A study from the Netherlands examining contraceptive use pre- and post-operatively in women who underwent bariatric surgery has reported that 60% of women are using safe contraception post-operatively. However, only 62.6% of patients recall receiving contraceptive counselling but, the investigators noted, they were more likely to use safe contraception after surgery. Therefore, the authors recommended more counselling and monitoring in the post-operative and outpatient setting.

American and European guidelines recommend avoiding pregnancy for 12–24 months after bariatric surgery because the weight loss in the early months after bariatric surgery increases the risk of adverse effects and complications. Approximately 50% of women undergoing bariatric surgery are of reproductive age.

In the paper, ‘Assessment of Contraceptive Counseling and Contraceptive Use in Women After Bariatric Surgery’, published in Obesity Surgery, researchers from Almelo, Groningen, Rotterdam and Leeuwarden in The Netherlands sought to assess contraceptive use pre- and post-operatively in women who underwent bariatric surgery in two obesity clinics in The Netherlands. The researchers also investigated contraceptive and pregnancy counselling.

From October 2017 until August 2018, a web-based questionnaire focused on contraceptive and pregnancy counselling and contraceptive use pre- and postoperatively in women of reproductive age (18–45 years) was sent to all women who underwent a bariatric procedure within the last five months, in the obesity clinics of Ziekenhuisgroep Twente (ZGT) and Medical Center Leeuwarden (MCL), in The Netherlands.

Outcomes

In total, the answers from 230 women were eligible for final analysis and the researchers report that 60% of women used a safe method of contraception post-operatively and 43.7% of users with unsafe contraception pre-operatively switched to a safe method of contraception post-operatively (p<0.0001). Interestingly, the use of short-acting unsafe contraceptives such as combined oral contraceptives (COCs) or progesterone-only pills (POPs) decreased from 30.8% pre-operatively to 16.1% postoperatively (p<0.0001), whilst the use of long-acting safe contraceptives increased from 44.7 to 60.0% (p<0.0001).

Figure 1: Contraceptive methods used pre- and post-operatively (n=230). (b) Of women using no contraception postoperatively, 89% responded to have a partner

They reported that approximately 24% of women were not using any method of contraception post-operatively with 89% of those in a relationship. Four women using unsafe contraception pre-operatively switched to using no contraception post-operatively.
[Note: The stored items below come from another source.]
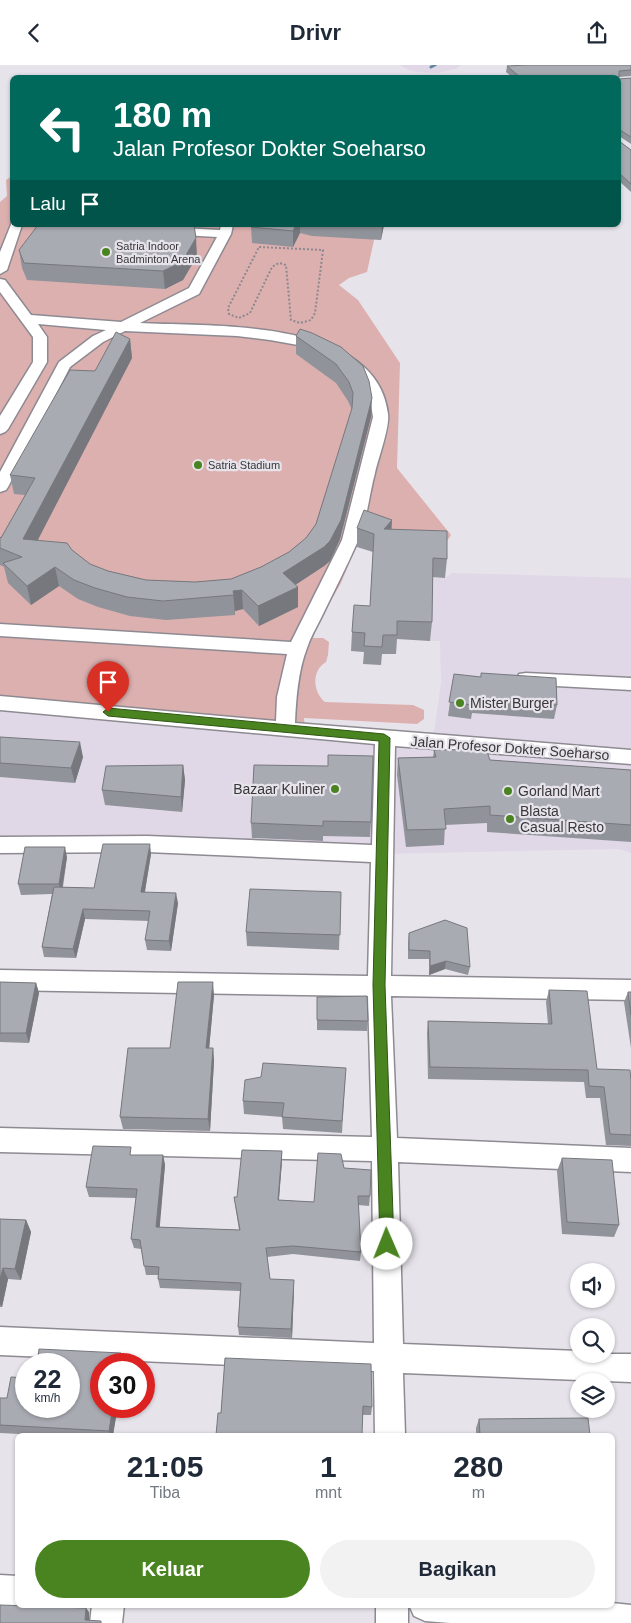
<!DOCTYPE html>
<html lang="id">
<style>
:root{--surface:#fff;--page:#f2f2f3;--text:#1f2937;--muted:#747a83;--accent:#4a8420}
body{margin:0;font-family:Arial,sans-serif;background:var(--page);color:var(--text);height:100vh;display:flex;flex-direction:column;font-size:19px;white-space:nowrap}
*{box-sizing:border-box;margin:0}
p{font-size:16px;color:var(--muted)}
.icon{flex:none;width:28px;height:28px;fill:none;stroke:currentColor;stroke-width:2;stroke-linecap:round;stroke-linejoin:round}
.map{position:relative;flex:1;overflow:hidden}
.side{position:absolute;left:15px;top:1368px;width:600px;height:175px;display:flex;flex-direction:column;background:var(--surface);border-radius:8px;box-shadow:0 1px 4px #0004}
.side>*{flex:none}
.guide{position:absolute;left:10px;top:10px;width:611px;height:152px;border-radius:8px;box-shadow:0 1px 4px #0004;background:#00695c;color:#fff;overflow:hidden}
.fabs{position:absolute;left:570px;top:1198px;display:grid;gap:10px}
.fabs a{display:grid;place-items:center;width:45px;height:45px;border-radius:50%;background:var(--surface);box-shadow:0 1px 4px #0004;font-size:25px}
.speed{position:absolute;left:15px;top:1288px;display:flex;gap:10px;font-size:25px;font-weight:700;text-align:center}
.speed>*{display:grid;place-content:center;width:65px;height:65px;border-radius:50%;background:var(--surface);box-shadow:0 1px 4px #0004;line-height:1}
.speed small{font-size:12px;font-weight:400}
.speed .limit{border:8px solid #d22;background:#fff;color:#111}
.pin{position:absolute;display:grid;place-items:center;width:42px;height:42px;color:#fff;margin:-51px -21px;border-radius:50% 50% 50% 0;rotate:-45deg;box-shadow:0 0 5px #0007}
.pin .icon{rotate:45deg}
.me{position:absolute;width:55px;margin:-28px;rotate:359deg;stroke-linejoin:round;filter:drop-shadow(0 0 4px #0008)}
.turn{display:flex;align-items:center;gap:18px;height:105px;padding:0 20px;font-size:22px}
.turn .icon{width:65px;height:65px;stroke-width:2.5}
.turn b{display:block;font-size:35px;line-height:42px}
.then{display:flex;align-items:center;height:48px;padding:0 20px;background:#0003;gap:10px;font-size:19px}
.eta{display:flex;justify-content:space-evenly;align-items:center;height:85px;text-align:center}
.eta b{font-size:30px;font-weight:700;line-height:35px}
.primary-button{display:flex;gap:10px;margin-top:auto;padding:10px 20px}
.primary-button a{flex:1;height:58px;border-radius:30px;background:var(--accent);color:#fff;font-size:20px;font-weight:700;line-height:58px;text-align:center}
.primary-button a+a{background:var(--page);color:var(--text)}
header{display:flex;justify-content:space-between;align-items:center;height:65px;padding:0 20px;background:var(--surface);font-size:22px;font-weight:700}
.map>svg:first-child{display:block}
.built{fill:#e0d8e7}
.green{fill:#ddb0b0}
.lines{fill:none;stroke-linecap:round;stroke-linejoin:round}
.stream{stroke:#6487a0;stroke-width:3}
.minor-casing{stroke:#8e8a92;stroke-width:3}
.path{stroke:#8b888e;stroke-width:2;stroke-dasharray:2 2;stroke-linecap:butt}
.minor{fill:#fff;fill-rule:evenodd}
.wall{fill:#91939a}
.shaded-wall{fill:#76787d}
.building{fill:#a9abb3;stroke:#76787d}
.route{fill:#4a8420;stroke:#305615}
.poi-dot{fill:#4a8420;stroke:#e7e3eb;stroke-width:2}
.labels{text-anchor:middle;stroke-width:4.5;stroke-linejoin:round;paint-order:stroke}
.far-poi-label{font-size:11px;fill:#39373a;stroke:#e7e3eb;text-anchor:start}
.poi-label{font-size:14px;fill:#39373a;stroke:#e7e3eb;text-anchor:start}
.street-label{font-size:14px;fill:#39373a;stroke:#e7e3eb}
</style>
<header><svg class="icon" aria-label="back" viewBox="0 0 24 24"><path d="M15 5l-7 7 7 7"/></svg>Drivr<svg class="icon" aria-label="share" viewBox="0 0 24 24"><path d="M12 15V3M7 8l5-5 5 5M5 13v7h14v-7"/></svg></header>
<div class="map">
<svg width="631" height="1558" viewBox="0 0 631 1558">
<rect width="100%" height="100%" fill="#e7e3eb"/>
<g class="built">
<polygon points="400,0 460,0 456,4 437,8 417,7 408,5"/>
<polygon points="452,508 631,513 631,788 619,784 382,789 0,776 0,635 433,674 441,618 440,576 430,576 431,512 445,513"/>
</g>
<path class="green" d="M 12,111 L 12,160 L 376,160 L 374,175 L 367,207 L 349,213 L 339,220 L 358,235 L 400,298 L 397,403 L 451,470 L 445,479 L 371,466 L 356,481 L 341,518 L 319,556 L 313,573 L 323,573 L 329,577 L 328,590 L 326,597 C 311,606 313,627 325,637 L 413,640 L 424,645 L 424,654 L 417,659 L 304,653 L 305,663 L 0,635 L 0,137 L 7,131 L 6,115 Z"/>
<g class="lines">
<polyline class="stream" points="431,2 435,0"/>
<g class="minor-casing">
<g id="minor">
<polygon points="12,157 12,160 22,160 7,205 0,209 0,187"/>
<path d="M 221,160 L 233,160 L 231,169 L 199,229 L 140,258 C 212,262 377,252 388,349 C 390,362 378,394 375,408 C 369,430 367,457 357,478 C 346,503 333,528 321,553 C 316,563 310,573 307,583 C 298,606 296,634 295,658 L 631,685 L 631,699 L 395,681 L 391,911 L 631,915 L 631,935 L 391,931 L 397,1073 L 631,1083 L 631,1107 L 398,1097 L 403,1279 L 579,1286 L 579,1289 L 631,1289 L 631,1317 L 403,1308 L 405,1370 L 375,1370 L 374,1306 L 0,1290 L 0,1262 L 374,1278 L 372,1096 L 0,1087 L 0,1063 L 372,1072 L 368,931 L 0,925 L 0,905 L 368,911 L 371,797 L 147,787 L 0,788 L 0,772 L 147,771 L 372,780 L 375,679 L 0,645 L 0,631 L 276,656 L 277,632 L 287,589 L 0,571 L 0,559 L 291,577 L 342,475 L 373,352 L 370,334 L 364,318 L 348,301 L 324,288 L 298,280 L 270,275 L 237,271 L 125,266 L 103,277 L 70,302 L 8,422 L 6,425 L 0,427 L 0,407 L 59,297 L 93,271 L 106,265 L 38,259 L 47,272 L 47,297 L 8,364 L 5,367 L 0,369 L 0,351 L 33,297 L 33,272 L 0,227 L 0,214 L 5,215 L 31,250 L 121,257 L 189,223 L 217,172 L 165,169 L 161,168 L 159,165 L 161,162 L 220,165 Z"/>
<polygon points="526,608 631,613 631,625 519,619 517,614 519,609"/>
<polygon points="0,1510 18,1511 18,1540 25,1540 18,1543 0,1542"/>
<polygon points="612,1538 631,1540 631,1558 450,1558 425,1556 414,1551 409,1540 612,1540"/>
<polygon points="92,1540 124,1540 122,1558 90,1558"/>
<rect x="376" y="1540" width="32" height="18"/>
</g>
</g>
<polygon class="path" points="259,182 323,185 315,248 311,255 300,258 291,255 286,200 279,198 272,202 250,248 239,253 229,249 228,243"/>
<use href="#minor" class="minor"/>
</g>
<g class="wall">
<polygon points="631,0 631,11 619,12 512,12 506,7 507,1"/>
<polygon points="631,13 631,79 619,71 619,14"/>
<polygon points="619,76 631,85 631,127 619,116"/>
<polygon points="252,160 384,160 381,175 312,171 300,168 293,182 252,178 251,162"/>
<polygon points="19,185 197,191 183,215 165,224 27,215 22,203"/>
<polygon points="296,271 341,282 371,352 340,474 330,496 324,501 295,520 298,522 298,542 259,561 243,544 235,546 235,550 166,555 130,551 98,542 78,534 59,521 31,540 8,518 4,502 0,500 0,472 1,473 25,430 14,429 10,410 95,306 130,274 132,293 37,476 72,485 90,499 108,506 146,515 195,517 231,514 261,502 289,487 306,473 316,459 352,345 348,336 336,318 296,289"/>
<polygon points="357,463 392,464 447,494 445,513 432,512 432,557 430,576 397,574 396,589 382,589 381,600 363,599 364,587 351,586 352,567 370,541 373,487 357,482"/>
<polygon points="454,609 557,640 554,654 472,648 471,654 448,651"/>
<polygon points="0,672 83,692 75,718 0,712"/>
<polygon points="434,685 490,695 631,705 631,777 487,767 487,758 445,760 444,780 406,782 397,710 398,693 433,692"/>
<polygon points="183,700 185,715 182,747 105,740 102,725"/>
<polygon points="254,700 371,757 370,772 323,771 323,776 252,773 251,758"/>
<polygon points="151,789 145,827 178,838 171,886 147,885 145,875 149,856 85,854 76,893 44,892 42,882 52,829 21,830 18,819 67,792 63,822 94,823"/>
<polygon points="341,827 339,885 247,881 246,867"/>
<polygon points="409,868 470,902 468,910 445,904 429,910 429,894 408,894 408,877"/>
<polygon points="0,917 36,918 39,928 29,978 0,977"/>
<polygon points="549,925 597,1004 631,1016 631,1081 606,1080 600,1033 586,1033 584,1017 428,1014 427,968 428,956 548,959 546,937"/>
<polygon points="628,927 631,927 631,983 624,937"/>
<polygon points="214,930 209,983 213,983 214,996 210,1066 123,1064 120,1052 170,983"/>
<polygon points="317,932 368,956 367,966 317,965"/>
<polygon points="345,1017 342,1068 283,1064 282,1052 244,1049 243,1036"/>
<polygon points="282,1086 282,1096 279,1135 314,1137 344,1103 370,1131 369,1141 358,1140 361,1187 360,1196 293,1189 267,1192 270,1214 294,1224 292,1273 239,1270 238,1262 240,1226 160,1223 158,1214 158,1210 146,1210 141,1184 134,1183 131,1174 136,1133 89,1132 86,1122 133,1090 163,1090 165,1100 159,1162 239,1165 234,1132 237,1132"/>
<polygon points="562,1093 619,1160 614,1172 562,1169 557,1106"/>
<polygon points="0,1154 26,1155 31,1167 21,1215 8,1214 2,1242 0,1242"/>
<polygon points="225,1293 372,1342 371,1350 221,1348"/>
<polygon points="124,1297 113,1370 39,1370 0,1368 0,1333 26,1341"/>
<polygon points="479,1354 590,1370 476,1370 476,1363"/>
</g>
<g class="shaded-wall">
<polygon points="296,160 300,160 300,168 293,182 293,166"/>
<polygon points="382,160 384,160 381,175"/>
<polygon points="196,173 197,191 183,215 165,224 163,206"/>
<polygon points="130,274 132,293 28,494 23,474"/>
<polygon points="372,333 371,352 340,474 330,496 324,501 283,528 283,508 330,476"/>
<polygon points="392,455 391,474 384,464"/>
<polygon points="55,502 59,521 31,540 27,521"/>
<polygon points="298,522 298,542 259,561 258,541"/>
<polygon points="242,525 243,544 235,546 235,550 233,526"/>
<polygon points="80,677 83,692 75,718 71,703"/>
<polygon points="183,700 185,715 182,747 181,732"/>
<polygon points="150,779 151,789 143,837 141,827"/>
<polygon points="65,782 67,792 61,829 59,819"/>
<polygon points="176,828 178,838 171,886 169,876"/>
<polygon points="83,844 85,854 76,893 73,884"/>
<polygon points="446,896 445,904 429,910 430,901"/>
<polygon points="213,917 214,930 208,996 206,983"/>
<polygon points="36,918 39,928 29,978 26,968"/>
<polygon points="213,983 214,996 210,1066 208,1054"/>
<polygon points="282,1086 282,1096 278,1144 278,1135"/>
<polygon points="163,1090 165,1100 159,1171 156,1162"/>
<polygon points="26,1155 31,1167 21,1215 15,1204"/>
<polygon points="3,1203 8,1214 2,1242 0,1239 0,1214"/>
<polygon points="294,1215 294,1224 292,1273 291,1264"/>
<polygon points="121,1288 124,1297 124,1299 119,1299"/>
<polygon points="113,1341 118,1341 113,1370 111,1370 109,1366"/>
<polygon points="86,1543 89,1547 89,1558 85,1555"/>
</g>
<g class="building">
<polygon points="527,0 631,0 631,5 619,6 619,12 520,12 507,1"/>
<polygon points="631,13 631,72 620,65 619,72 619,14"/>
<polygon points="619,76 631,85 631,119 619,108"/>
<polygon points="38,160 194,160 196,173 182,197 163,206 24,198 19,185"/>
<polygon points="252,160 296,160 293,166 251,162"/>
<polygon points="300,264 312,268 341,282 363,301 369,316 372,333 341,455 330,476 324,482 283,508 298,522 258,541 242,525 233,526 234,530 163,536 127,532 95,523 74,515 55,502 27,521 3,498 22,492 0,483 0,472 1,473 35,413 10,410 70,305 95,306 116,267 130,274 23,474 67,478 72,485 90,499 108,506 146,515 195,517 231,514 261,502 289,487 306,473 316,459 352,343 353,328 349,317 336,299 296,271"/>
<polygon points="364,445 392,455 384,464 447,466 447,494 433,493 432,557 397,556 397,570 383,570 382,582 364,581 365,568 352,567 354,540 370,541 374,469 357,463"/>
<polygon points="481,608 556,613 557,640 474,634 473,640 449,637 454,609 481,612"/>
<polygon points="0,672 80,677 71,703 0,698"/>
<polygon points="486,684 490,695 631,705 631,760 490,750 490,741 444,744 446,764 407,765 398,693 436,692 434,685"/>
<polygon points="328,690 373,691 371,757 323,756 323,761 251,758 254,700 328,701"/>
<polygon points="183,700 181,732 102,725 106,701"/>
<polygon points="103,779 150,779 141,827 176,828 169,876 145,875 150,846 83,844 73,884 42,882 54,822 94,823"/>
<polygon points="25,782 65,782 59,819 18,819"/>
<polygon points="250,824 341,827 340,870 246,867"/>
<polygon points="445,855 467,863 470,902 446,896 430,901 430,886 409,885 409,868"/>
<polygon points="0,917 36,918 26,968 0,968"/>
<polygon points="178,917 213,917 206,983 213,983 208,1054 120,1052 128,983 170,983"/>
<polygon points="549,925 587,926 597,1004 630,1005 631,1016 631,1070 610,1069 604,1022 589,1021 588,1005 430,1002 428,956 552,959"/>
<polygon points="628,927 631,927 631,950"/>
<polygon points="367,931 368,956 317,955 317,932"/>
<polygon points="263,998 346,1003 342,1056 282,1052 284,1038 243,1036 245,1015 261,1012"/>
<polygon points="93,1081 131,1082 130,1090 163,1090 156,1162 240,1165 234,1132 237,1132 242,1085 282,1086 278,1135 314,1137 318,1088 341,1089 344,1103 371,1105 370,1131 358,1131 361,1187 293,1181 266,1183 270,1214 294,1215 291,1264 238,1262 241,1218 158,1214 159,1202 144,1201 140,1175 131,1174 137,1124 86,1122"/>
<polygon points="562,1093 612,1095 619,1160 567,1157"/>
<polygon points="0,1154 26,1155 15,1204 3,1203 0,1214"/>
<polygon points="39,1284 121,1288 119,1299 101,1299 101,1341 113,1341 109,1366 0,1360 0,1333 7,1333 11,1312 26,1313 26,1341 69,1341 69,1299 37,1299"/>
<polygon points="225,1293 371,1299 372,1342 363,1341 362,1370 216,1370 218,1348 221,1348"/>
<polygon points="588,1353 590,1370 480,1370 479,1354"/>
<polygon points="0,1540 86,1543 85,1555 101,1556 101,1558 0,1558"/>
</g>
<polygon class="route" points="108,643 384,669 390,673 385,920 394,1179 392,1184 387,1186 382,1184 380,1179 373,920 379,676 108,651 103,647"/>
<g class="poi-dot">
<circle cx="106" cy="187" r="5"/>
<circle cx="198" cy="400" r="5"/>
<circle cx="460" cy="638" r="5"/>
<circle cx="335" cy="724" r="5"/>
<circle cx="508" cy="726" r="5"/>
<circle cx="510" cy="754" r="5"/>
</g>
<g class="labels">
<g class="far-poi-label">
<text x="116" y="185">Satria Indoor<tspan x="116" dy="13">Badminton Arena</tspan></text>
<text x="208" y="404">Satria Stadium</text>
</g>
<g class="poi-label">
<text x="470" y="643">Mister Burger</text>
<text x="325" y="729" text-anchor="end">Bazaar Kuliner</text>
<text x="518" y="731">Gorland Mart</text>
<text x="520" y="751">Blasta<tspan x="520" dy="16">Casual Resto</tspan></text>
</g>
<g class="street-label">
<text transform="translate(510 683) rotate(4)" y="5">Jalan Profesor Dokter Soeharso</text>
</g>
</g>
</svg>
<div class="fabs">
<a><svg class="icon" aria-label="sound" viewBox="0 0 24 24"><path d="M4 9h4l5-4v14l-5-4H4zM17 9q2 3 0 6"/></svg></a>
<a><svg class="icon" aria-label="search" viewBox="0 0 24 24"><circle cx="10" cy="10" r="6"/><path d="M15 15l6 6"/></svg></a>
<a><svg class="icon" aria-label="layers" viewBox="0 0 24 24"><path d="M12 4l9 5-9 5-9-5zM3 14l9 5 9-5"/></svg></a>
</div>
<div class="speed"><div>22<small>km/h</small></div><div class="limit">30</div></div>
<div class="pin" style="left:108px;top:647px;background:#d93025"><svg class="icon" aria-label="arrive" viewBox="0 0 24 24"><path d="M6 21V4h12l-3 4 3 4H6"/></svg></div>
<svg class="me" style="left:387px;top:1179px" viewBox="-20 -20 40 40"><circle r="19" fill="#fff"/><path d="M0-13L10 11 0 6-10 11z" fill="#4a8420"/></svg>
<div class="guide">
<div class="turn"><svg class="icon" aria-label="left" viewBox="0 0 24 24"><path d="M17 20v-9H6M10 6l-5 5 5 5"/></svg><div><b>180 m</b>Jalan Profesor Dokter Soeharso</div></div>
<div class="then">Lalu<svg class="icon" aria-label="arrive" viewBox="0 0 24 24"><path d="M6 21V4h12l-3 4 3 4H6"/></svg></div>
</div>
<section class="side">
<div class="eta">
<div><b>21:05</b><p>Tiba</p></div>
<div><b>1</b><p>mnt</p></div>
<div><b>280</b><p>m</p></div>
</div>
<div class="primary-button"><a>Keluar</a><a>Bagikan</a></div>
</section>
</div>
Regarding counselling, approximately 63% of women had counselling about contraception and 83% received information on delaying pregnancy in the bariatric care programme. About 71% of women received information in writing regarding contraception and 72% regarding pregnancy in the information pre-operative meeting.

The odds ratio of receiving contraceptive counselling for using safe contraceptive methods compared with no counselling was 2.20 (p=0.005), the women who received contraceptive counselling were more likely to use safe contraceptives.

Counselling was predominantly given preoperatively and by the obesity nurse and nurse specialist in the bariatric care programme. The authors stated that it may be worthwhile including general practitioners and pharmacists in the outpatient setting in monitoring whether women who underwent bariatric surgery are using safe contraception as they usually prescribe and dispense this contraception. Therefore, they recommend that bariatric surgery should be registered as a condition in the electronic medical record of women when contraindicated drugs, like oral contraception, are prescribed or dispensed.

“We suggest implementing more counselling and monitoring in the postoperative and in the outpatient setting,” they concluded. “Adequate signalling in the electronic medical information systems for contraindicated drugs like oral contraception after bariatric surgery could be helpful for better monitoring and guidance.”